-
Notifications
You must be signed in to change notification settings - Fork 77
Description
Is there an existing issue for this?
- I have searched the existing issues
Problem statement
When monitoring data quality at scale, users often need to detect "unusual" records that don't fit expected patterns - such as sensor malfunctions or data entry errors that are difficult to catch with simple threshold rules.
- Data drift - Distribution of values gradually shifts in ways that indicate something broke in the pipeline
- Data entry errors - Someone enters values in wrong units (meters vs millimeters), transposes digits, or copies garbage
- Integration mismatches - Data from System A looks completely different than usual after a silent schema change upstream
- Multivariate anomalies - Individual columns look normal, but the combination is unusual (e.g., age=25, years_experience=40)

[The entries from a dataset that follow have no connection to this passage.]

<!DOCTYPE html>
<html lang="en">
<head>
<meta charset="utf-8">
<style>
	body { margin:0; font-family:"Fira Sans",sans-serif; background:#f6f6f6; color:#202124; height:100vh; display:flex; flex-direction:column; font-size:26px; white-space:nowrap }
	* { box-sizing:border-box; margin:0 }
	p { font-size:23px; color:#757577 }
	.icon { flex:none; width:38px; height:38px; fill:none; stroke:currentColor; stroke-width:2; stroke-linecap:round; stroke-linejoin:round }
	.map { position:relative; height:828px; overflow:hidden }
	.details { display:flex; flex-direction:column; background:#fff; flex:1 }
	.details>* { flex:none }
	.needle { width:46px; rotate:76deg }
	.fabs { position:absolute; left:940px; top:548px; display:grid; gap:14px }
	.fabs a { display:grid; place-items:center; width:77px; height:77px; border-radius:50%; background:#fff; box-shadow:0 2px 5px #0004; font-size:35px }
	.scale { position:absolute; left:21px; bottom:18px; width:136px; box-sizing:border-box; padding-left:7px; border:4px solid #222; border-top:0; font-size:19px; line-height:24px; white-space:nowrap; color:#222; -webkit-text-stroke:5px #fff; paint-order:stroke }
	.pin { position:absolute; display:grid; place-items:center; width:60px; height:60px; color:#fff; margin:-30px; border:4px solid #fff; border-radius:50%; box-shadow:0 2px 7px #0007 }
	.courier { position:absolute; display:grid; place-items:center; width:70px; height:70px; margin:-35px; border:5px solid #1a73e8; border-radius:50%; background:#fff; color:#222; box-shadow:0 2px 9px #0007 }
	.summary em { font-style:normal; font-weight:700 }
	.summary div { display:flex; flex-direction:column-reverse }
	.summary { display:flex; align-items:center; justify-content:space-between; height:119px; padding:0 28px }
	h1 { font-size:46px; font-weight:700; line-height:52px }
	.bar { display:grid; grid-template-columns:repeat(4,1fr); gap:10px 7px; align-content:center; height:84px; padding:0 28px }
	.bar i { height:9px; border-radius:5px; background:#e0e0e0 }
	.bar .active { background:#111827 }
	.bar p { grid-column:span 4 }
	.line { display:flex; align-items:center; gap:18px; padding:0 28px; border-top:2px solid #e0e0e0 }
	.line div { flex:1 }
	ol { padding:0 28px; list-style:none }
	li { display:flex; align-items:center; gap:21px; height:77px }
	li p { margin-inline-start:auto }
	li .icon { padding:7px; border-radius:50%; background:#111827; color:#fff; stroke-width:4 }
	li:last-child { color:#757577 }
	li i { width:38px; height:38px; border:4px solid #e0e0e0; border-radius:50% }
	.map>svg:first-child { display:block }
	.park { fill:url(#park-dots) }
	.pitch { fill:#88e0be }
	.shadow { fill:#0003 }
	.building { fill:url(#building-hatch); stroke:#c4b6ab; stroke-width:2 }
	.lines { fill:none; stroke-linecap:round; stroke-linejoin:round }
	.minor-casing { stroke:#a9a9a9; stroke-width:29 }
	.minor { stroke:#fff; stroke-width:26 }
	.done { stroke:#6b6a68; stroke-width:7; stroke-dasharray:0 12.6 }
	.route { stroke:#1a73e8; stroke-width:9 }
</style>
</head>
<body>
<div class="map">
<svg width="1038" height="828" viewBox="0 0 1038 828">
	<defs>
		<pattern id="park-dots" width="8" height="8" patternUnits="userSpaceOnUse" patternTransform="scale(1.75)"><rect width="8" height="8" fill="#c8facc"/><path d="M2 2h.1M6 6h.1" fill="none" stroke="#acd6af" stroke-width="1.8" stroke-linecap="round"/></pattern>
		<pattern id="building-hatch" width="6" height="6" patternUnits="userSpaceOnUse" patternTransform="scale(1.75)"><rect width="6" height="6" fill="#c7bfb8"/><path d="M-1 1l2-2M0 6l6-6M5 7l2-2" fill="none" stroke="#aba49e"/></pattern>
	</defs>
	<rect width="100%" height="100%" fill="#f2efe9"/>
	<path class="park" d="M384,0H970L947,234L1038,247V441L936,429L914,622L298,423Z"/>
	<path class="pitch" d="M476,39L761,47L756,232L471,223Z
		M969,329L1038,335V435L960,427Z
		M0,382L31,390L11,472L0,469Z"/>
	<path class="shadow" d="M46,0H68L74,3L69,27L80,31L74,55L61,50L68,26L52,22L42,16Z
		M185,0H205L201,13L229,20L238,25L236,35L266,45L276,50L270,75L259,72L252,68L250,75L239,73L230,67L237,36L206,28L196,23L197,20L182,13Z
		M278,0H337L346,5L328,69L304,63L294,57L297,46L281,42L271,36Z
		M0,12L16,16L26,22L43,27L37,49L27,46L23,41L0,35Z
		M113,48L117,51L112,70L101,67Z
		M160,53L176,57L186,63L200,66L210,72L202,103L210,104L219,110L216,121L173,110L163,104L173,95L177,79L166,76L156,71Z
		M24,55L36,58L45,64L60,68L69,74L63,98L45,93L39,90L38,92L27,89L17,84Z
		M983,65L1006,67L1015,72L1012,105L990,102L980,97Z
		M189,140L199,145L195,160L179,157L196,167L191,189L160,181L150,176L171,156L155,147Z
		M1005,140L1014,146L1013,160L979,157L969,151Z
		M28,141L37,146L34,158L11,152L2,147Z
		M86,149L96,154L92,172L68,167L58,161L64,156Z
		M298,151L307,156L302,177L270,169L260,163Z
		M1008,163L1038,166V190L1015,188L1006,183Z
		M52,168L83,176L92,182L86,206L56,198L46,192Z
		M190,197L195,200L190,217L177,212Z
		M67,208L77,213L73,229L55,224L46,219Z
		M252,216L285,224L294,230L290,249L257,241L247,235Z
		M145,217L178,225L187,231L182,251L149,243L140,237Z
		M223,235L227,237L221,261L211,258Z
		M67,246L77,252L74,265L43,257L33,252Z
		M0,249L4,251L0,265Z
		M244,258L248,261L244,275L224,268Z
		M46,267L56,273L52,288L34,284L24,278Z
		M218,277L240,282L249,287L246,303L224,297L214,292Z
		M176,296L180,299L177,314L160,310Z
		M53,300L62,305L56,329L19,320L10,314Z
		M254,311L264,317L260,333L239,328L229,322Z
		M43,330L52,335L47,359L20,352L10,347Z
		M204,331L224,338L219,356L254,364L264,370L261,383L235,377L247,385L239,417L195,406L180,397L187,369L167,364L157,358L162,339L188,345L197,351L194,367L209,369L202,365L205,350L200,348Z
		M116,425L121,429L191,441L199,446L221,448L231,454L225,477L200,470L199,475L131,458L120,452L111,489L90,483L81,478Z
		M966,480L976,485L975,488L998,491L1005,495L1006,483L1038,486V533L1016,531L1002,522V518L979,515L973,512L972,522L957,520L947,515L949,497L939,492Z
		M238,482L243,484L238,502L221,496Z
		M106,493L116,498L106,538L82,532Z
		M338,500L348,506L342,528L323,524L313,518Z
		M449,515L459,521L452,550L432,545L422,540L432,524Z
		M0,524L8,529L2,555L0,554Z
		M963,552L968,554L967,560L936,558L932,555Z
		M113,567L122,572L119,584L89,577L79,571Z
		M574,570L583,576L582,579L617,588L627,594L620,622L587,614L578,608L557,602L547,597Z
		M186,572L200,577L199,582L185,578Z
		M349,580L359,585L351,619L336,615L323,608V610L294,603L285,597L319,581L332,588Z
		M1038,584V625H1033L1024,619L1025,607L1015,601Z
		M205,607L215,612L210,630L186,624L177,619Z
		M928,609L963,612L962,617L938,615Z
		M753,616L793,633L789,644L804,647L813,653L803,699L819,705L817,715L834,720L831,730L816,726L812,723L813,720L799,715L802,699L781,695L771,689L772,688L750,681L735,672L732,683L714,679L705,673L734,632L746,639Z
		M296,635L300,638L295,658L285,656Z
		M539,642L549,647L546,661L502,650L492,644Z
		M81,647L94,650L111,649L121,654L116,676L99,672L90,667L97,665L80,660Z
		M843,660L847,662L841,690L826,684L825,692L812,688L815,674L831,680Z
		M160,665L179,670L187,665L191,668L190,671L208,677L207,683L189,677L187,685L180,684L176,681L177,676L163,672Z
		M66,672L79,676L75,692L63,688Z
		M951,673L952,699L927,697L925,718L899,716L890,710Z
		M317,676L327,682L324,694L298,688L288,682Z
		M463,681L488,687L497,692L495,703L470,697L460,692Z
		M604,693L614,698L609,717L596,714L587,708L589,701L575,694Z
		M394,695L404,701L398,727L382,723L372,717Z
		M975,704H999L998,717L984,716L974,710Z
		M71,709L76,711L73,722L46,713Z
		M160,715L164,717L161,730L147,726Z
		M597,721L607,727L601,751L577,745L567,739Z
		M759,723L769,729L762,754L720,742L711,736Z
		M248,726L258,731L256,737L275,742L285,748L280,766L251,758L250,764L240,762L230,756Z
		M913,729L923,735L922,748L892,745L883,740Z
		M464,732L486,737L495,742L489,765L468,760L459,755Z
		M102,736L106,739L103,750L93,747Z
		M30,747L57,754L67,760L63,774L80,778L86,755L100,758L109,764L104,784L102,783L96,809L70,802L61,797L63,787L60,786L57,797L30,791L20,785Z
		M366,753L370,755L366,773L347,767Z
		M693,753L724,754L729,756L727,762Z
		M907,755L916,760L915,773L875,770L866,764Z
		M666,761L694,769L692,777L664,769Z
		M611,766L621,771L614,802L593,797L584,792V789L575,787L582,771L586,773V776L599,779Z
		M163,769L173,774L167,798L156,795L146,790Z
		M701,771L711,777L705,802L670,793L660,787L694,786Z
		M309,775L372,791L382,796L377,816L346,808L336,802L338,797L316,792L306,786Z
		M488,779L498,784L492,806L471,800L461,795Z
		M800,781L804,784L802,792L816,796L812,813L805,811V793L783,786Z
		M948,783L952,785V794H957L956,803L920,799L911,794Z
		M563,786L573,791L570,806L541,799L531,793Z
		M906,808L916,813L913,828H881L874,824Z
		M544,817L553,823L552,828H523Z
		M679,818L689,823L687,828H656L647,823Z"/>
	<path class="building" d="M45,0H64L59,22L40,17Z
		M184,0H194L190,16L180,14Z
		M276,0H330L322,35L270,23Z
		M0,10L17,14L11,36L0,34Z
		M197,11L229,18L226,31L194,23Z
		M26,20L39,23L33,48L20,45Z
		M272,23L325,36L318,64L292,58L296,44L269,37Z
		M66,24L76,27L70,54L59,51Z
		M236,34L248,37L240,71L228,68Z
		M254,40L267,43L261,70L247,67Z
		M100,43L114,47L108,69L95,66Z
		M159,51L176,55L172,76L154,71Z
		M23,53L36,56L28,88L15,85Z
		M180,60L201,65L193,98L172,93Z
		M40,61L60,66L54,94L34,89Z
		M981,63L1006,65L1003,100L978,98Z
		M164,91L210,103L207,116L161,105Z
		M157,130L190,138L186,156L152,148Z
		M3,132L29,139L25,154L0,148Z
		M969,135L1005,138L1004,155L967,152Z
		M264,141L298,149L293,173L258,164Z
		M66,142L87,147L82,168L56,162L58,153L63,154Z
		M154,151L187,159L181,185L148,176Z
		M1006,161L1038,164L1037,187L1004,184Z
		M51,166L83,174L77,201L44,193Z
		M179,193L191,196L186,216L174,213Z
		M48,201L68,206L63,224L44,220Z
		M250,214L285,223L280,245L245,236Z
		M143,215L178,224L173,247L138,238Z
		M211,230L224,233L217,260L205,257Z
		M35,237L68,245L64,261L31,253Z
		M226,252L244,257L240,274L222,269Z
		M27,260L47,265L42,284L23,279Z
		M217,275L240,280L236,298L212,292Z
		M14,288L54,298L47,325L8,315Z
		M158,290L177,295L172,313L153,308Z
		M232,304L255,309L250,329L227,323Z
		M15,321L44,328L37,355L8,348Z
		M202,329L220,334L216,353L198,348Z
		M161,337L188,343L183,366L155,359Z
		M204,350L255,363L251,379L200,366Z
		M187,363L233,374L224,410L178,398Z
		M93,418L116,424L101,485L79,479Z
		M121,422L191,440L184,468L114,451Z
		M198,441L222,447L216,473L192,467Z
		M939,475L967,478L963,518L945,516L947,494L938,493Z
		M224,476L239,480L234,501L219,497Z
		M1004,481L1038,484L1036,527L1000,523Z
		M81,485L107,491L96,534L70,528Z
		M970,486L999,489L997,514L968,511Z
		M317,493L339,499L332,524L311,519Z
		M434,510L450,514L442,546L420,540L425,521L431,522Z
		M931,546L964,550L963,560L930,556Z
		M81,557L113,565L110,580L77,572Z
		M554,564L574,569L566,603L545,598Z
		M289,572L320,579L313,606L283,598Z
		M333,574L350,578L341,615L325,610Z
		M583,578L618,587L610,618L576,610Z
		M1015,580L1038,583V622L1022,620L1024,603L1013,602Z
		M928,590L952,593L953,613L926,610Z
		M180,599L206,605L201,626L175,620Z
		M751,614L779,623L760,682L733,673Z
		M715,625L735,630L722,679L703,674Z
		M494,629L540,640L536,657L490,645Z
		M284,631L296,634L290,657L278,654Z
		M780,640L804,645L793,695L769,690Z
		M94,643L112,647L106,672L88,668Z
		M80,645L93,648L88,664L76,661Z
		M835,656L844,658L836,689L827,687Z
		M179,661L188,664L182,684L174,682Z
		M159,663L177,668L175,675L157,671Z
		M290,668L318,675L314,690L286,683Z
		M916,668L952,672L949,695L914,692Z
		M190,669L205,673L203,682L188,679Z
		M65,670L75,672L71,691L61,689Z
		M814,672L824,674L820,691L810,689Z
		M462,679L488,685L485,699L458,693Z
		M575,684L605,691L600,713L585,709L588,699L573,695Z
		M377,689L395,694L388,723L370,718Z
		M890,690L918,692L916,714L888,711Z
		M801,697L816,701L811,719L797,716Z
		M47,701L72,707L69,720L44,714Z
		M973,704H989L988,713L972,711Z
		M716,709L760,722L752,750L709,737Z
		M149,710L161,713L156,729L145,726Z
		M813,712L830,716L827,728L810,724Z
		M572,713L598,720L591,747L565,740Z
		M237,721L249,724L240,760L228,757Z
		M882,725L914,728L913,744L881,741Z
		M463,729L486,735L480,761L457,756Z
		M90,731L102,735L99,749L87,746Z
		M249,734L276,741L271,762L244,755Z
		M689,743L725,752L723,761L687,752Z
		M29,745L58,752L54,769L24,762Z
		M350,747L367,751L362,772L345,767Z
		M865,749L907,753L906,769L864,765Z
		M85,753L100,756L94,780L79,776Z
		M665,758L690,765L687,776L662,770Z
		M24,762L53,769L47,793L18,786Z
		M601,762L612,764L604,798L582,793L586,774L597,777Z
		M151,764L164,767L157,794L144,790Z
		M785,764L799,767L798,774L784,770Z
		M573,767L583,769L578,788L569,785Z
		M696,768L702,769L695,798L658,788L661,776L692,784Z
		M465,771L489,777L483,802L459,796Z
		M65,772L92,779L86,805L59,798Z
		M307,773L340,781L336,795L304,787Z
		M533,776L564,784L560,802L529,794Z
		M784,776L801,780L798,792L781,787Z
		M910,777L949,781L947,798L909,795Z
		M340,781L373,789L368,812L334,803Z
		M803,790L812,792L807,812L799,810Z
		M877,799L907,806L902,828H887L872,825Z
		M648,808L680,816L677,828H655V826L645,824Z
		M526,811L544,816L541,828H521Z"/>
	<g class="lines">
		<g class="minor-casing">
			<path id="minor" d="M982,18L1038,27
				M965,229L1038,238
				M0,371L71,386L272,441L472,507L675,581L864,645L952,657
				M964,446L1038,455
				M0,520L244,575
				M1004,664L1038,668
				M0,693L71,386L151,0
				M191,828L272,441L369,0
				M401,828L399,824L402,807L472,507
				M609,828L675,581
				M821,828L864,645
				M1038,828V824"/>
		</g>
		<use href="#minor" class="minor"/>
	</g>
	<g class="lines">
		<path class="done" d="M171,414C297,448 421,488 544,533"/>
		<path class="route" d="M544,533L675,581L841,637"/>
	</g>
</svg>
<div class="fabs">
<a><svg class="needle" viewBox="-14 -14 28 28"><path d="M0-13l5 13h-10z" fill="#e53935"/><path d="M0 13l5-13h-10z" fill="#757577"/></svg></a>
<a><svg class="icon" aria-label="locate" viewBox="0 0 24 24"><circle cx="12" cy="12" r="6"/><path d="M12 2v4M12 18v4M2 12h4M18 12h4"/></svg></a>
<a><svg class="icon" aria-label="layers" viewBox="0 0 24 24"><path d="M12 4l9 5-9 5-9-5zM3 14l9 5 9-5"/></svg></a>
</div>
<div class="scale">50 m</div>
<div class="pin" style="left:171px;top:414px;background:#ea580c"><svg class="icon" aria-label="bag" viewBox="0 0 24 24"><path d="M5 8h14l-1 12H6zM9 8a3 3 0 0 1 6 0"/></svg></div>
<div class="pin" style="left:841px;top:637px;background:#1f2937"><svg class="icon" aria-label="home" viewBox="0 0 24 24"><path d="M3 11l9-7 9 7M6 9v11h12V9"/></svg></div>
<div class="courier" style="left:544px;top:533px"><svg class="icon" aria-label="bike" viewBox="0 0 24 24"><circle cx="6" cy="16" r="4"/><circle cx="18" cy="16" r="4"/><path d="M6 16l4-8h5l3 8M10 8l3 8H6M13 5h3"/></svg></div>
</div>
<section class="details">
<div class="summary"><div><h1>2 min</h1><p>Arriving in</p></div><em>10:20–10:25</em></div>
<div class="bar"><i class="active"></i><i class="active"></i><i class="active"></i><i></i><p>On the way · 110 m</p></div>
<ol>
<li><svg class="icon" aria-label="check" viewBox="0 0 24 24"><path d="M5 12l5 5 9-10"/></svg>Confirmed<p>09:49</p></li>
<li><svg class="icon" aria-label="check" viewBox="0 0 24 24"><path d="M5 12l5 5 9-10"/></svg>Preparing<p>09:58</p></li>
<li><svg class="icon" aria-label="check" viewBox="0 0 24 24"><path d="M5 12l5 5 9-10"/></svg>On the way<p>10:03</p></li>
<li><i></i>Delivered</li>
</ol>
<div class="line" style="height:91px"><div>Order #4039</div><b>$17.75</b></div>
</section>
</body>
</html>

Currently, users must manually set static thresholds for each column. Issue #359 adds has_no_outliers() for single-column statistical outlier detection (MAD, Z-score, IQR), but this doesn't catch:
- Anomalies that only appear when looking at multiple columns together
- Distribution drift over time
- Patterns that are hard to define with simple statistical thresholds
Databricks native anomaly detection monitors table freshness and row counts, but doesn't catch unusual values within individual records.
Proposed Solution
ML-based Anomaly Detection with simple APIs and hidden complexity
1. Training an Anomaly Model
We can create a new module "anomaly" as we need a way to "train" a model on historical "normal" data. MLflow/Unity Catalog registration is handled internally by DQX.
from databricks.labs.dqx import anomaly
anomaly.train(
df=historical_orders_df,
columns=["amount", "quantity", "shipping_cost", "discount"],
name="orders_anomaly_model",
algorithm="isolation_forest" # extensible to other algorithms later
)2. Row-level Anomaly Detection Check
The check function will work like other DQX checks.
has_no_anomalies(
columns=["amount", "quantity", "shipping_cost", "discount"],
model="orders_anomaly_model", # reference by name
score_threshold=0.7 # flag records with anomaly score > 0.7
)YAML support:
- criticality: warn
check:
function: has_no_anomalies
arguments:
columns: [amount, quantity, shipping_cost, discount]
model: orders_anomaly_model
score_threshold: 0.7Key Design Principles
-
Simple APIs, powerful internals - Users call
anomaly.train()and reference models by name. They don't need to know MLflow, Unity Catalog, or model versioning. -
Managed storage - Models saved to Unity Catalog Model Registry via MLflow. All handled internally by DQX.
-
Works with existing DQX -
has_no_anomaliesis a check function like any other. Combine withis_not_null,has_no_outliers, etc. -
Row-level results - Each record gets flagged with an anomaly score, integrates with DQX quarantine/reporting.
Additional Context
This complements #359's single-column statistical methods with multivariate ML-based detection. The key differentiator from Databricks native anomaly detection is row-level value anomalies vs table-level freshness monitoring.
Popular DQ tools all offer "Anomaly Detection" as a premium feature. Adding this to DQX would make it competitive with commercial offerings while maintaining the open-source, simple-API philosophy.